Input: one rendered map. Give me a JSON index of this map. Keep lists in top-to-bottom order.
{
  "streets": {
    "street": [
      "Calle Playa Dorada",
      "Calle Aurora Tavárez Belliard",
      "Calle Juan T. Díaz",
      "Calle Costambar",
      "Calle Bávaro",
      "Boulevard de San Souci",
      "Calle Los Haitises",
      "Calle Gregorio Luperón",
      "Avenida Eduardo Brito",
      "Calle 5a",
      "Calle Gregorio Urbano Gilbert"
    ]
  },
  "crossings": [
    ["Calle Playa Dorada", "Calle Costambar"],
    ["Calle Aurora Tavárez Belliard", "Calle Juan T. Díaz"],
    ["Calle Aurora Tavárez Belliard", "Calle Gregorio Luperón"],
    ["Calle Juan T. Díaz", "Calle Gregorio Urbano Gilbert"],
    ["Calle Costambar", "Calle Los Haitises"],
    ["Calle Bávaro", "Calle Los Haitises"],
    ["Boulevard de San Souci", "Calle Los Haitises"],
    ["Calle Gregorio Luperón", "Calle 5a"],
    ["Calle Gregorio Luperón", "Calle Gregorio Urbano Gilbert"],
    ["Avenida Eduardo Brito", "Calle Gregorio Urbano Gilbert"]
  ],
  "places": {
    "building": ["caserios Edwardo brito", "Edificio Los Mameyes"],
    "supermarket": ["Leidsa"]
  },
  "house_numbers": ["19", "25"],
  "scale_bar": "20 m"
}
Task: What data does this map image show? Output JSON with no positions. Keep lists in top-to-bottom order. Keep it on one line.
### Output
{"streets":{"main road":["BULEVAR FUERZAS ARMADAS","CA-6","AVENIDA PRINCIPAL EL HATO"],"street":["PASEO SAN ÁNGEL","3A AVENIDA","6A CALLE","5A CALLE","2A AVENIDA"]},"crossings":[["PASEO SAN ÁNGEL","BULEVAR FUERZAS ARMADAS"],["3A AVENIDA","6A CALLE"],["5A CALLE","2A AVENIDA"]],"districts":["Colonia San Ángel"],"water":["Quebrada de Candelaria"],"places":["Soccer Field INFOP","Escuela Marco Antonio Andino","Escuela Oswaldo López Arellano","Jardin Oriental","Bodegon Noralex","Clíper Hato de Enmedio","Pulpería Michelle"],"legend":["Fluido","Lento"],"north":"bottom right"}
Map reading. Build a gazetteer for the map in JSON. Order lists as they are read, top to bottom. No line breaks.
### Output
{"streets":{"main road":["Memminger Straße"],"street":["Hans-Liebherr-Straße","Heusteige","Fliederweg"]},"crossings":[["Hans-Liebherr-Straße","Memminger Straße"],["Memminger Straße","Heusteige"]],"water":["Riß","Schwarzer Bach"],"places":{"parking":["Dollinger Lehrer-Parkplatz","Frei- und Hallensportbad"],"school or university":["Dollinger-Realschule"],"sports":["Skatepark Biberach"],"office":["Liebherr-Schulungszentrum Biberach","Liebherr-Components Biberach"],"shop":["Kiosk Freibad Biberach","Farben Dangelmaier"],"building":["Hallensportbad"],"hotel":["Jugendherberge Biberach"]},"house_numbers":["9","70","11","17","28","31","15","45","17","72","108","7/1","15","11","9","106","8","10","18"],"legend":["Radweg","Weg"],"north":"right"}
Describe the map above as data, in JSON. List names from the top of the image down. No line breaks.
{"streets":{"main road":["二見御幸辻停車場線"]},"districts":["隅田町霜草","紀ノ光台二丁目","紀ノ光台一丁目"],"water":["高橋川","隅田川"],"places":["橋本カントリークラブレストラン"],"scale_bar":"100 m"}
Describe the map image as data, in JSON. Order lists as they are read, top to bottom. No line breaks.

= Exercise =
Pull each line that includes the word "read" out of the material above.

= Your response =
Map reading. Build a gazetteer for the map in JSON. Order lists as they are read, top to bottom. No line breaks.
Describe the map image as data, in JSON. Order lists as they are read, top to bottom. No line breaks.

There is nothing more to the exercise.